Containment works until it doesn’t, until pressure builds where you can’t see it and the numbers stop adding up.
I pull my phone from my pocket, thumb hovering over Matteo’s name. He’ll talk. He always does. Luca would listen. Dante would remind me who’s in charge.
I slide the phone back instead.
There are problems I can’t touch right now. That doesn’t mean I can turn my brain off.
I push through the front door. The City hits me all at once—traffic, voices, the cold wind off the bay.
I stop when I see the cart just outside the door. Same awning snapping in the wind. Same chalkboard with its neat lies about peace and therapy.
She’s there.
Same posture. Feet planted like she’s braced against more than the weather. Her hair is pulled back today, exposing the line of her neck, the way she tucks loose strands behind her ear when the wind picks up.
I register it all before I let myself acknowledge that I am.
She looks up as I approach, eyes narrowing just a fraction. Recognition. Not surprise.
“You’re back,” she says.
“So are you,” I reply.
Her mouth curves. “Occupational hazard.”
I step closer, resting my hands on the edge of the counter. The cart smells like roasted beans and something faintly sweet underneath.
“Two sugars, steamed milk with no froth again?” she asks.
“You always remember.”
“I remember patterns,” she says, and there it is again, that sharpness under the humor. “They make people easier.”
She pours steadily this time, the steam lifting between us for a second before fading. “Rough meeting?” she asks, sliding the cup toward me.
I glance up. “Is it that obvious?”
She shrugs. “You look like someone who lost an argument without losing the data.”
I huff a quiet laugh before I can stop myself. “That’s uncomfortably accurate.”
“Sorry.” She grins without sounding sorry at all.
I take the cup, fingers brushing the heat through the sleeve. Grounding. Practical.
“Do you always read people this well?” I ask.
Her gaze holds mine. “Maybe? I don’t know. It’s the curse of the job, I guess.”
We stand there in a pocket of quiet while the city moves around us. I don’t feel rushed. That’s new. I don’t feel like I’m wasting time, which is even newer.
“What’s Lyss short for?” I ask.
She hesitates. Just a second. Long enough to matter. “Alyssa.”
It fits her. Soft at the edges. Strong in the middle.
“Ciro,” I offer.
Her brows lift. “Just Ciro?”
“Just,” I echo.
She smiles at that, smaller this time. Realer.

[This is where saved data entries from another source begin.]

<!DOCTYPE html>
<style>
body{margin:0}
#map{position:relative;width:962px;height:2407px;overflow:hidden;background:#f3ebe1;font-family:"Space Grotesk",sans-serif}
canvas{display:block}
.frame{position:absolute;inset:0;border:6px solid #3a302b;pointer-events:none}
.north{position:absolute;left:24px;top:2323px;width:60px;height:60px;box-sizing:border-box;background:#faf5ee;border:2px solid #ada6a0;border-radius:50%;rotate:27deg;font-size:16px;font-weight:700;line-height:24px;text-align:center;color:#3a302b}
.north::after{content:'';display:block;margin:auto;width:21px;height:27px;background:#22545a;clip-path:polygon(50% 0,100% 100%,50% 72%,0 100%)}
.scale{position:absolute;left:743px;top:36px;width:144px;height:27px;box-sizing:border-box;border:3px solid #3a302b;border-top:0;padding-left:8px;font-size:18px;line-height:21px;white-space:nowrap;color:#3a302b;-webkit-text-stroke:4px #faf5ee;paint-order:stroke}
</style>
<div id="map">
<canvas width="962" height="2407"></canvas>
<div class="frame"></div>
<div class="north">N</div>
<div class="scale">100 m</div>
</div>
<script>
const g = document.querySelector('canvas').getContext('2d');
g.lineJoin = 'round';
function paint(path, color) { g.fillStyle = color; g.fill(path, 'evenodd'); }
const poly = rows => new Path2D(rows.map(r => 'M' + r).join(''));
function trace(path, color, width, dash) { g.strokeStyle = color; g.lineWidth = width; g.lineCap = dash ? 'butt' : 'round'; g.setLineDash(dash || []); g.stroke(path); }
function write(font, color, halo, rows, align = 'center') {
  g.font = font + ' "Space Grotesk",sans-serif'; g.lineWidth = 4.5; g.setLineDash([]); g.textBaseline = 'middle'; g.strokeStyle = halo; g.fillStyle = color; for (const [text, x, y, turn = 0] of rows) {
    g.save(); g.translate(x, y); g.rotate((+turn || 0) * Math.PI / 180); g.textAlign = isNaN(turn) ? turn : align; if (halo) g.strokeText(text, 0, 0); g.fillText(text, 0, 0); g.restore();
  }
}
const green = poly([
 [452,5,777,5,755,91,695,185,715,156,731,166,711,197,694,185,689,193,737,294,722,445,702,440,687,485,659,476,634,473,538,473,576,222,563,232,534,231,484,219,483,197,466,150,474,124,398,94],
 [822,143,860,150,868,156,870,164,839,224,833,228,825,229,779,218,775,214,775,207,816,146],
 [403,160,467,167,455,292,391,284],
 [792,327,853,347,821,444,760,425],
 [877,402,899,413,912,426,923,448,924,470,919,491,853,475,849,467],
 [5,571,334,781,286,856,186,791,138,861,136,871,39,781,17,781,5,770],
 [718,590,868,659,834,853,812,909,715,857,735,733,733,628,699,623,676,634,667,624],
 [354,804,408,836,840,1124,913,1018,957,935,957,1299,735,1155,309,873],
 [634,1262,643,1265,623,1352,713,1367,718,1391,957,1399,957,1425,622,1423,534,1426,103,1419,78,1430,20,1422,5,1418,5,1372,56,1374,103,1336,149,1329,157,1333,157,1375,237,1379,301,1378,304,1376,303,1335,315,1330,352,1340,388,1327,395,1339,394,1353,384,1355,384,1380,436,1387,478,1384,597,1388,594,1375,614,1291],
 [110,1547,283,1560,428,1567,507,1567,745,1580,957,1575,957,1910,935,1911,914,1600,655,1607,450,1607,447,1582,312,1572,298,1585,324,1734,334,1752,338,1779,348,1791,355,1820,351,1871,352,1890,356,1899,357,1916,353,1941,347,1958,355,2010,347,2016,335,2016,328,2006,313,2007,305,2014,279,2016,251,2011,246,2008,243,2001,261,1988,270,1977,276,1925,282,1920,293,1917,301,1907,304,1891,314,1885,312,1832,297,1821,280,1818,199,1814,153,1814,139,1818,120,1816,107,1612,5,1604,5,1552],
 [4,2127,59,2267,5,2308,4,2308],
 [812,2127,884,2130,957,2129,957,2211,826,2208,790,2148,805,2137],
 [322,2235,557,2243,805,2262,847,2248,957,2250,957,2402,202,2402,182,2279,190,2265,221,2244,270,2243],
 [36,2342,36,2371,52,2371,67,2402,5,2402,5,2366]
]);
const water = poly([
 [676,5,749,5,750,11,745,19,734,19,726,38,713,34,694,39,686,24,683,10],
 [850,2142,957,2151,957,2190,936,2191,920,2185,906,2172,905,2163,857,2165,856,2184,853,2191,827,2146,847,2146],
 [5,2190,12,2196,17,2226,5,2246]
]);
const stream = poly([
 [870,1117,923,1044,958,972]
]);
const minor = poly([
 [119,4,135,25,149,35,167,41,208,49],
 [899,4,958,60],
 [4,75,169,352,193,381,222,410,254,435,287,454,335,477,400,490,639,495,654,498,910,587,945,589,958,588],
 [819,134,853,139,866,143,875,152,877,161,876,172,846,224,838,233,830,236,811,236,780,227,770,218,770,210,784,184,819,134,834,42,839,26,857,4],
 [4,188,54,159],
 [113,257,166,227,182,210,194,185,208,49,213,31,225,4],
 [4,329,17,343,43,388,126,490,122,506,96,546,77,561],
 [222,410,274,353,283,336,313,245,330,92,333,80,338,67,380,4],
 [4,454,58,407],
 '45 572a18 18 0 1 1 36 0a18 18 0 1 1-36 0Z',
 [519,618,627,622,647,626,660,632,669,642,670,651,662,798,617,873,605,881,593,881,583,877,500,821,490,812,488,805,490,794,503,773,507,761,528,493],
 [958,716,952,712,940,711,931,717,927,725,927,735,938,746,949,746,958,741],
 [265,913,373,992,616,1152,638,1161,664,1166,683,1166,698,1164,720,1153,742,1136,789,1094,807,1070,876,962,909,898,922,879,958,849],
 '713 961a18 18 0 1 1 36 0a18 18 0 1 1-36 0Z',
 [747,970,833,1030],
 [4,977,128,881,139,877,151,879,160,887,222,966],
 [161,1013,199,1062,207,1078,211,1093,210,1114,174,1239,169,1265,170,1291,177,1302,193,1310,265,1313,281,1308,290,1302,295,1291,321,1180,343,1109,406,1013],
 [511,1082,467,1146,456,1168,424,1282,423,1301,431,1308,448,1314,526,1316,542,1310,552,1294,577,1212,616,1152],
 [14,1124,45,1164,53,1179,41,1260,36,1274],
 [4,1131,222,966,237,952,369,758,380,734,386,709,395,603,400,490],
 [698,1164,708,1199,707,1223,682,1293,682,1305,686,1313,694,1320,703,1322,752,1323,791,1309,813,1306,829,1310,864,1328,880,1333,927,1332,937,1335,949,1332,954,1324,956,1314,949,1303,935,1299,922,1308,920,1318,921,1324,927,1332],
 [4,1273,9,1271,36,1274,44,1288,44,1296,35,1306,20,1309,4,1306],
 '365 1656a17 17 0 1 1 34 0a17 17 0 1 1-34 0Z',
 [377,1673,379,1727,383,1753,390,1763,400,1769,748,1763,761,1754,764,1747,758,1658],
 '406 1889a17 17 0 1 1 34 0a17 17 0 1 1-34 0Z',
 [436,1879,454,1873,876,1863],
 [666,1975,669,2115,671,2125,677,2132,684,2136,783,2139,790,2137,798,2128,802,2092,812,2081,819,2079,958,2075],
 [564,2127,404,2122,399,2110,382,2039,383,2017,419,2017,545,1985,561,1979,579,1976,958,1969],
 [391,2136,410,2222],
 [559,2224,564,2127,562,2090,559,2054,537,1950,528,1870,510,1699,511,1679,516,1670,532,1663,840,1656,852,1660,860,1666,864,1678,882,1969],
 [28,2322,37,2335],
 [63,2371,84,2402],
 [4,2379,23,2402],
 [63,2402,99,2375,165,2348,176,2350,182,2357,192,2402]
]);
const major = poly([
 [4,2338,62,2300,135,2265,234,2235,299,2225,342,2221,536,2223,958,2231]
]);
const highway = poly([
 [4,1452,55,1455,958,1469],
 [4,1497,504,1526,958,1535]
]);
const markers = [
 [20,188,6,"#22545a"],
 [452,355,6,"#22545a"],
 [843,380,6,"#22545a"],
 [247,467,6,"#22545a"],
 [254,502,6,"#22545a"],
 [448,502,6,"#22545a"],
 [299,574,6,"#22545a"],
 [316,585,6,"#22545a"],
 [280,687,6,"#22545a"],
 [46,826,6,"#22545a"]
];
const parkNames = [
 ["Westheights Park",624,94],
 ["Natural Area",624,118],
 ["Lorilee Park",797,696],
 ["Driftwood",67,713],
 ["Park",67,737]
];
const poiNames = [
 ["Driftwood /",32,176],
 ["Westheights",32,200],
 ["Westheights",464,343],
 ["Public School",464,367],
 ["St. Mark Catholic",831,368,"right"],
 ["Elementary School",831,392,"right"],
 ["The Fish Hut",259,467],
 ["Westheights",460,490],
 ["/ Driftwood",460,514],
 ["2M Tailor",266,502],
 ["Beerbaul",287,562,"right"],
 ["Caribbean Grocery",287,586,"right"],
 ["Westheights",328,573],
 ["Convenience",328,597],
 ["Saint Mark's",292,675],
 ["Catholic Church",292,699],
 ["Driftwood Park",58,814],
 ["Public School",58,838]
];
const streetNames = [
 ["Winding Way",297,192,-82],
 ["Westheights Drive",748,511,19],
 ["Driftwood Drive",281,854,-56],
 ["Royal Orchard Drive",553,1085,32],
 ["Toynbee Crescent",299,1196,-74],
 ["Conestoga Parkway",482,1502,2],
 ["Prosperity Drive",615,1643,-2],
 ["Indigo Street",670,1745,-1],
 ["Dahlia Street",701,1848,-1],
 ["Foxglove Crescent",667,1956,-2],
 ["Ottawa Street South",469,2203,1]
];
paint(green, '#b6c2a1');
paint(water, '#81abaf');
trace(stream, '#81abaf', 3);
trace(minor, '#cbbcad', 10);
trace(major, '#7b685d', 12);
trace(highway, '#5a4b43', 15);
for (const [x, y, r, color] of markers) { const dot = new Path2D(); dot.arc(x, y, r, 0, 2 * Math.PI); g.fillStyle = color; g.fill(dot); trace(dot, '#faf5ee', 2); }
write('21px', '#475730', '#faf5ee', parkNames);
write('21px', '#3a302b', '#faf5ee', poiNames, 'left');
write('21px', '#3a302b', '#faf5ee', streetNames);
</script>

“Well,” she says, “enjoy your coffee, Just Ciro.”
I take a step back, and then stop. There’s a question sitting on my tongue that has nothing to do with caffeine or meetings or offshore accounts. “Same time tomorrow?” I ask instead.
Her eyes flick to the chalkboard, and then back to me. Measuring. Deciding.
“Occupational hazard,” she repeats.
I walk away with the coffee in my hand, still thinking about her by the time I open the doors to my building.